После завершения в начале января выставки в Нью-Йорке коллекции картин Верещагина предстояло, по соглашению с Американской художественной ассоциацией, путешествие по другим американским городам — Бостону, Чикаго, Филадельфии… Организаторы выставок, пообещав автору золотые горы, выговорили себе право решения всех вопросов, связанных с их дальнейшей демонстрацией в Америке. Верещагин доверился им, прежде всего — президенту ассоциации Саттону, с которым переписывался еще в июле 1888 года, до своего приезда в США. Тот был, по-видимому, человеком ловким, в художественных делах поднаторевшим, но не вполне чистоплотным, и впоследствии Василий Васильевич не раз поминал его недобрым словом.
В Нью-Йорке в жизнь Верещагина вошли две русские женщины. Одна из них — уже упоминавшаяся вдова знаменитого американского репортера Варвара Николаевна Мак-Гахан. Другая — молодая пианистка Лидия Васильевна Андреевская. Переписка Мак-Гахан с Верещагиным говорит о том, что Варвара Николаевна относилась к нему с большим уважением и симпатией и, вероятно, питала некоторые надежды на то, что и она ему небезразлична. Но в какой-то момент ее надежды на взаимность рухнули: Варвара Николаевна заметила, что художнику более по душе общение с Андреевской. Возможно, это произошло после одного случая, о котором Лидия Васильевна много позже рассказала Стасову. Мак-Гахан как-то уговорила Верещагина, обычно избегавшего светских приемов, прийти на вечер, который она устраивала в его честь (Василий Васильевич жил в том же подъезде, где и Мак-Гахан). Среди гостей ожидались знакомые ей американские литераторы, художники, известные в обществе дамы. Персонально был упомянут известный американский путешественник и публицист Джордж Кеннан, бывавший в России неоднократно и написавший о своих поездках несколько книг (одна из них вышла после обследования автором русских тюрем и мест политических ссылок в 1885–1886 годах). Согласившись прийти, Верещагин в тот день решил заехать к Андреевской и, чтобы «скоротать время» до приема, предложил ей сыграть в карты. И вот уже приближается назначенный час, когда его ждут у Мак-Гахан. На робкое напоминание Лидии Васильевны, что ему пора ехать, он с досадой ответил, что, мол, приедет к концу, тем лучше. А затем у него вдруг прорвалось: «Знаете, я совсем не поеду. А ну их, эти вечера! Что я, зверь какой, что они меня показывают?!» Так просидел за игрой, пока гости не разъехались. Заканчивая рассказ, Лидия Васильевна призналась: «Мак-Гахан страшно обиделась на него и на меня»[364].

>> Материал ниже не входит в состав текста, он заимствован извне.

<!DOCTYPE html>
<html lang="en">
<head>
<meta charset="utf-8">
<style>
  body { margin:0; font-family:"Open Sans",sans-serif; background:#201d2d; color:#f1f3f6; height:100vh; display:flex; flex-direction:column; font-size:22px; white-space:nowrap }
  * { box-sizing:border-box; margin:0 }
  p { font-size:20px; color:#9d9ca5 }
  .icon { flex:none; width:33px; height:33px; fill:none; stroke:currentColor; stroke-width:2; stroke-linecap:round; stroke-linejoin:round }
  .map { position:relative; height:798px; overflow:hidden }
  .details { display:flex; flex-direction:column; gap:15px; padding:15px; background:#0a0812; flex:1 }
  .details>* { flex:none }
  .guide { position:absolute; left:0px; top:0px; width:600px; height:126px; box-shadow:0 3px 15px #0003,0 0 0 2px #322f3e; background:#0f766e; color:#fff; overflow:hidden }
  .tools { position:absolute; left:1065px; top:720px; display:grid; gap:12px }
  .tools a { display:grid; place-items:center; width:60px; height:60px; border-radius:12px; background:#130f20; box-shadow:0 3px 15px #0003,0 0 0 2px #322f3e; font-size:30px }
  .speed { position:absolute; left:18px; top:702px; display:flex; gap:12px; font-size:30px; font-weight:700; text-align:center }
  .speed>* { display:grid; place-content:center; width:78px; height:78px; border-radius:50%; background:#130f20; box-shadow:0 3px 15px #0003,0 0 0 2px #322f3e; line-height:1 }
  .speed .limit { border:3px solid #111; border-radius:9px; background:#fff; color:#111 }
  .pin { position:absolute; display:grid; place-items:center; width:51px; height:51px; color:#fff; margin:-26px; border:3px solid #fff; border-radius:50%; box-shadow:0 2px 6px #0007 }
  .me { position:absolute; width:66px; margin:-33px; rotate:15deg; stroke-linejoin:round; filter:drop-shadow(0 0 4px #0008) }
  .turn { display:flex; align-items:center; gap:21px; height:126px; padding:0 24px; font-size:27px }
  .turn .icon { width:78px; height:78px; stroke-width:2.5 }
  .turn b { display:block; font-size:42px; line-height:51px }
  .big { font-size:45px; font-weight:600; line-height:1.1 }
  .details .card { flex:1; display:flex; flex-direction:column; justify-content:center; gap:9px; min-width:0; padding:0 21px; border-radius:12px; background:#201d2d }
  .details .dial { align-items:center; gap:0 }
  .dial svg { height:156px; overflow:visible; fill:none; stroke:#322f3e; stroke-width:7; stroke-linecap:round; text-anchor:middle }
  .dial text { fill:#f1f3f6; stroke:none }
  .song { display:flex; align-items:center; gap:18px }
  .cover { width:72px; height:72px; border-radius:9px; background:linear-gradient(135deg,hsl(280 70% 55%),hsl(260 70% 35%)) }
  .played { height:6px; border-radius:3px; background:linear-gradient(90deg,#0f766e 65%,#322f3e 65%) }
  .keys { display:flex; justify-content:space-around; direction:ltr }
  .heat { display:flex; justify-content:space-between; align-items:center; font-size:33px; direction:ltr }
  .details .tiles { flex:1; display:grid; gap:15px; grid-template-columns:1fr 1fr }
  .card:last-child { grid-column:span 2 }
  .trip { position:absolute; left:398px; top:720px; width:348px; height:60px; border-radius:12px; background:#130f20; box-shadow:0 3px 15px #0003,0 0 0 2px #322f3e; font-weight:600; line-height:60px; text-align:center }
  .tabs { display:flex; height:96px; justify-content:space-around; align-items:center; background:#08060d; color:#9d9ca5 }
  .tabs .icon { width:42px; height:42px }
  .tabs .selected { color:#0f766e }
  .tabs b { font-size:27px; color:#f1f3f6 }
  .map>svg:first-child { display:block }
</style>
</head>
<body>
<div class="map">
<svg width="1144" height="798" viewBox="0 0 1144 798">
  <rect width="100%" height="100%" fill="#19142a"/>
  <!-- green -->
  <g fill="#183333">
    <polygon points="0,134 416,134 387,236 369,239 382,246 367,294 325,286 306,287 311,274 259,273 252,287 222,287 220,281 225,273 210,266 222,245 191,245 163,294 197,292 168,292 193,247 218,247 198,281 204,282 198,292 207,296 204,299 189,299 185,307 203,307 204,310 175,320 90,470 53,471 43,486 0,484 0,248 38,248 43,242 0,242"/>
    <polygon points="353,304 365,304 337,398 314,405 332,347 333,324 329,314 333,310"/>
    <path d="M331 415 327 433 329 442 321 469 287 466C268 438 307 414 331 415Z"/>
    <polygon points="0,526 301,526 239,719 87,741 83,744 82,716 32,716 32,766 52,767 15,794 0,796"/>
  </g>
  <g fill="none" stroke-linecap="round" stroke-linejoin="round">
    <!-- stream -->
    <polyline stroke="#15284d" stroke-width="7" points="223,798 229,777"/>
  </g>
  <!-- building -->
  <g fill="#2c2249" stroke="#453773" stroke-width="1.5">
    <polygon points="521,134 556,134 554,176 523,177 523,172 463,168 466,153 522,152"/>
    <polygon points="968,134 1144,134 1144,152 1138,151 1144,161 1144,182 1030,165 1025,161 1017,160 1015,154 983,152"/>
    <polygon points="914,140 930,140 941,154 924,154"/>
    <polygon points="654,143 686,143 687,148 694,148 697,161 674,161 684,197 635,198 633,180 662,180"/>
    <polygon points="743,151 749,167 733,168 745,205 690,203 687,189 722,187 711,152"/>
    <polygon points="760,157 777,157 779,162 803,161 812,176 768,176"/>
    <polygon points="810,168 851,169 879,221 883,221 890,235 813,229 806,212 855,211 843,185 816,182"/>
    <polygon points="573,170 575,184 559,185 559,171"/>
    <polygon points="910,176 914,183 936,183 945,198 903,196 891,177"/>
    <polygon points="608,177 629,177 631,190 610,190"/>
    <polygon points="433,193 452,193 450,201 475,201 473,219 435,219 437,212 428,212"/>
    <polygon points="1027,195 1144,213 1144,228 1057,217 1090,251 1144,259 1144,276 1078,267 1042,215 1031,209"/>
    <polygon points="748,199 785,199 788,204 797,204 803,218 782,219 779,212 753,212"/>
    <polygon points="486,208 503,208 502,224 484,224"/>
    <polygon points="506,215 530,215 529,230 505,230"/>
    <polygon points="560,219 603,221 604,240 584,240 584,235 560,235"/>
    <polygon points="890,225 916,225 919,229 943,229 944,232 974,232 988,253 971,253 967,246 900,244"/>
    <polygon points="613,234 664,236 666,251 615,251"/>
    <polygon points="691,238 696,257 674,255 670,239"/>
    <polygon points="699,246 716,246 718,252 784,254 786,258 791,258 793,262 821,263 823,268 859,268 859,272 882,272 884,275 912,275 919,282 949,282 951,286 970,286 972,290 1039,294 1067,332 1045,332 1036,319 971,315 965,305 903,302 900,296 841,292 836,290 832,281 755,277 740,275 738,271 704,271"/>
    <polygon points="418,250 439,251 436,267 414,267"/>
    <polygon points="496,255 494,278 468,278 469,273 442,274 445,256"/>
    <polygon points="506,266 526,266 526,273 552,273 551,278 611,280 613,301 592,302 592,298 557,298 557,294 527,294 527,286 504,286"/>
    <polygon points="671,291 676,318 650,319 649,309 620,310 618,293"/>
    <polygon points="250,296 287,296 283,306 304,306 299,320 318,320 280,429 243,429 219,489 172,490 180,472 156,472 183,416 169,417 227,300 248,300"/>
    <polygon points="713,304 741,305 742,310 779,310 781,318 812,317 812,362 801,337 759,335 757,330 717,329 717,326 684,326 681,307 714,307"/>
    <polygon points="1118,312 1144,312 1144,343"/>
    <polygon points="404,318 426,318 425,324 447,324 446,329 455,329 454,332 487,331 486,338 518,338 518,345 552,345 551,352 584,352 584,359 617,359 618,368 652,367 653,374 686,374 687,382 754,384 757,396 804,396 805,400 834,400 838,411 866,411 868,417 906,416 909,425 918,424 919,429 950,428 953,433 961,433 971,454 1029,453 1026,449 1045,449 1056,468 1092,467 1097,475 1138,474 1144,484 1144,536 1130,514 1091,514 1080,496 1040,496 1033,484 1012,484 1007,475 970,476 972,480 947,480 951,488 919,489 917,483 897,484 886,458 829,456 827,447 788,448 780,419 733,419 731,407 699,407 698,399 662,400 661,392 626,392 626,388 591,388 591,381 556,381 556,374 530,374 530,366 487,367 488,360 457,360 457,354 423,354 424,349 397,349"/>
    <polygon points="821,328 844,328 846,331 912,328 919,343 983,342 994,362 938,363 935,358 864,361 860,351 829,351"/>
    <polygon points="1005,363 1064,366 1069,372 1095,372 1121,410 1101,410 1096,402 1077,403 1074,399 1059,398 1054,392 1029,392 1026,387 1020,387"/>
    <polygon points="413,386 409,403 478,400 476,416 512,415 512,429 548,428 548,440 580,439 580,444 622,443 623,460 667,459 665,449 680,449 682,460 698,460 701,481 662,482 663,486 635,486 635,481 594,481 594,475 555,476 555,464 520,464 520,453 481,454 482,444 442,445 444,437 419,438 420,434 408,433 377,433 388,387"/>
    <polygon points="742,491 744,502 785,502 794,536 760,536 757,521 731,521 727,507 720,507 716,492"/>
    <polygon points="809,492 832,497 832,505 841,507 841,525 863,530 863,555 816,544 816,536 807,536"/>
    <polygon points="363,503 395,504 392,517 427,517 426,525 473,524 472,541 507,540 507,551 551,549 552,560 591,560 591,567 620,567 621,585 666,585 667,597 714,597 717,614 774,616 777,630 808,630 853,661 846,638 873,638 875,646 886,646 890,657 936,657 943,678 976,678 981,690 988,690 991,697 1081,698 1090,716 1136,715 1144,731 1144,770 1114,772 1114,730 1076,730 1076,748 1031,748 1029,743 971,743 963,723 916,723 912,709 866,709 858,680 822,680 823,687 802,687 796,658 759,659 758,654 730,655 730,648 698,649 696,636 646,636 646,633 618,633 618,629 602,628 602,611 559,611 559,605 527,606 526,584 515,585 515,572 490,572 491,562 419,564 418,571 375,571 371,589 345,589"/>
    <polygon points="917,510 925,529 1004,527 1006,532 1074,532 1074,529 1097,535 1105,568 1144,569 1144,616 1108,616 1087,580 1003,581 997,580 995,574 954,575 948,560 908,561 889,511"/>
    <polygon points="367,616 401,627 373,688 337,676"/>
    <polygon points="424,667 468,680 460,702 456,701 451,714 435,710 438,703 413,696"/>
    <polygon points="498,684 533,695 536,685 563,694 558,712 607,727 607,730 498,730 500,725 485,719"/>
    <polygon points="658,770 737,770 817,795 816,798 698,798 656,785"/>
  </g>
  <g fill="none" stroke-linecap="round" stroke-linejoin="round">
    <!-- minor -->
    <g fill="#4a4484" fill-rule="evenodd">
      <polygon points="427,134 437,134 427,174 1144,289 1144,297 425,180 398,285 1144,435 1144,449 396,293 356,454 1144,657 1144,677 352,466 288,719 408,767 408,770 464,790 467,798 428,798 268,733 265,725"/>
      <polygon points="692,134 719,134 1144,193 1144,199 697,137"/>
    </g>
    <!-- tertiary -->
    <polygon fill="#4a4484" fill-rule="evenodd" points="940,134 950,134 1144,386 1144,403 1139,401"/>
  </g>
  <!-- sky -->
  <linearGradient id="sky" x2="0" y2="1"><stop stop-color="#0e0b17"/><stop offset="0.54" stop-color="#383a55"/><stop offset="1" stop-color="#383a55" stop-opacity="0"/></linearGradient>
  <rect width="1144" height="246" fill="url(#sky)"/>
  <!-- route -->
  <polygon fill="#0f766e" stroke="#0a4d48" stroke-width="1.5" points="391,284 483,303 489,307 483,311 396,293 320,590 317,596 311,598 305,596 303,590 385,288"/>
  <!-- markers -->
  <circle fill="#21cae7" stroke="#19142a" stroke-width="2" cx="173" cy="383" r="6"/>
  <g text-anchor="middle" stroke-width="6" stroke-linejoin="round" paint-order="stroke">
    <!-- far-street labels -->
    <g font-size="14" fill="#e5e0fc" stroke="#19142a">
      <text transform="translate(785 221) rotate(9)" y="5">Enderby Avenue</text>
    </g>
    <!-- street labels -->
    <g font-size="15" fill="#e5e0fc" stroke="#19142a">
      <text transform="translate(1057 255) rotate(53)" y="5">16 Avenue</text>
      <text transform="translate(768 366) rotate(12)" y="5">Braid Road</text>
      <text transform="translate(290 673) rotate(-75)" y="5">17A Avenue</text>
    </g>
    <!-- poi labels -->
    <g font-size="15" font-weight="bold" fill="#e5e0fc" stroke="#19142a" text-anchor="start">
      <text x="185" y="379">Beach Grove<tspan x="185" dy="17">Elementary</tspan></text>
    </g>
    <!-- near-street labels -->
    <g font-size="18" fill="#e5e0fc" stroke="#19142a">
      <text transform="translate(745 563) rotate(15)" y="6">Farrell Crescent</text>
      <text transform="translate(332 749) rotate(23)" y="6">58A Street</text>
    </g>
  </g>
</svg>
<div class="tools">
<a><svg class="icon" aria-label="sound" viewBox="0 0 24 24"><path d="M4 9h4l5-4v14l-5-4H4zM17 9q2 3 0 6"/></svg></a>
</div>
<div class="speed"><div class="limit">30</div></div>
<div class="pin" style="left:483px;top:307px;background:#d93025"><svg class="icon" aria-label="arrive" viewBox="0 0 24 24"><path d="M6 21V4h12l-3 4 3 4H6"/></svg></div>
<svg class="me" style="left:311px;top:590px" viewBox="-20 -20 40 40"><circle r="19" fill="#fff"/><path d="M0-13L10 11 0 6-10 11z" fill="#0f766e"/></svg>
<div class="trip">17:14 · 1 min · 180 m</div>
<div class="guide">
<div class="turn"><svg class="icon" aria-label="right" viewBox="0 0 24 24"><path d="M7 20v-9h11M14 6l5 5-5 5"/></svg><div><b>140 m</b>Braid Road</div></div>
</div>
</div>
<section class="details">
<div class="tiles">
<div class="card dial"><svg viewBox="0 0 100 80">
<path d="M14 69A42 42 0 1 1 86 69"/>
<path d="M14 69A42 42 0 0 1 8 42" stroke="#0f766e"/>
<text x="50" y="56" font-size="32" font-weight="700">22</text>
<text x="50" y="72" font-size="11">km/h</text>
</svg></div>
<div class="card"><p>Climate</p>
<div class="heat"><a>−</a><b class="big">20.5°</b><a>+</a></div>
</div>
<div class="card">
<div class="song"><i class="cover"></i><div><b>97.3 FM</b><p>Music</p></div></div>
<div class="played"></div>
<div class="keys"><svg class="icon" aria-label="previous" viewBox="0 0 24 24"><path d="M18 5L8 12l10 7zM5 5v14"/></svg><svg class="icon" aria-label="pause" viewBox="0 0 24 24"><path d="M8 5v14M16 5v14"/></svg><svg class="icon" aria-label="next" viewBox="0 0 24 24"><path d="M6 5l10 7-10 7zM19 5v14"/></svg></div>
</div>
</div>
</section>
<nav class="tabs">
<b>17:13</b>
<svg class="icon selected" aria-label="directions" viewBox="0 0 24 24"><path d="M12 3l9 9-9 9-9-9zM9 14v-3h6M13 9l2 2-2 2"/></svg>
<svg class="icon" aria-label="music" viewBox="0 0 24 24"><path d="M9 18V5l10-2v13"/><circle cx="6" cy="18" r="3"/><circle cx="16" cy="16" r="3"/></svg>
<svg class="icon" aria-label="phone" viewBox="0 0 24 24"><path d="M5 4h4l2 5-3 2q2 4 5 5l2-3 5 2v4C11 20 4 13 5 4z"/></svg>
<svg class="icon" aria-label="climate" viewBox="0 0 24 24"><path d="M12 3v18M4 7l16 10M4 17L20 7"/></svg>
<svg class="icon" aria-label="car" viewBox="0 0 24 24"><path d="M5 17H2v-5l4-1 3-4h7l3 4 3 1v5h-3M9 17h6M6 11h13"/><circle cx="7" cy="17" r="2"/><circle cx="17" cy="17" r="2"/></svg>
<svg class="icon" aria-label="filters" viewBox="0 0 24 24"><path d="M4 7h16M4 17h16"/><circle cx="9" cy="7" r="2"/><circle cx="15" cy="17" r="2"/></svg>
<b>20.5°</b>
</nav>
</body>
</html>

Вероятно, после этой истории, когда Верещагин крупно подвел Варвару Николаевну, она написала ему очень сердитое письмо, дошедшее до нас лишь в отрывке, в котором сполна выражены ее гнев и несбывшиеся надежды. Женская чуткость, неравнодушие к прославленному соотечественнику позволили ей подметить в Верещагине такие свойства его натуры, которые сам он, при свойственном ему эгоцентризме, едва ли за собой замечал. Когда-то Крамской, недовольный отношением к нему Третьякова, с вызовом написал коллекционеру: «Я из породы Верещагиных. Во мне сидит великая гордость и самомнение»[365]. И вот, десять лет спустя, В. Мак-Гахан, обращаясь к Верещагину, повторила с некоторыми вариациями и очевидным осуждением те же слова: «Гордыня в Вас такая, что самому бы Демону впору вам уступить. Вы, пожалуй, вообразите, что перед „великим Верещагиным“ заискивалась; к тому же Вас так избаловали люди… Боролась я зуб за зуб с Вашей гордыней, а не с тем душевным, сердечным человеком, которого я успела узнать и полюбить за те три месяца нашего товарищеского знакомства в Нью-Йорке: того Верещагина я никогда не смешиваю в мыслях с тем Батыем, с которым воюю… Зла я — да отходчива и никогда не забываю того, что люди делали для меня под влиянием первых и самых чистых импульсов…»[366] Несмотря на это резкое письмо, весьма откровенное и в чувствах и в словах, деловые отношения между Верещагиным и Варварой Николаевной Мак-Гахан сохранились и в дальнейшем.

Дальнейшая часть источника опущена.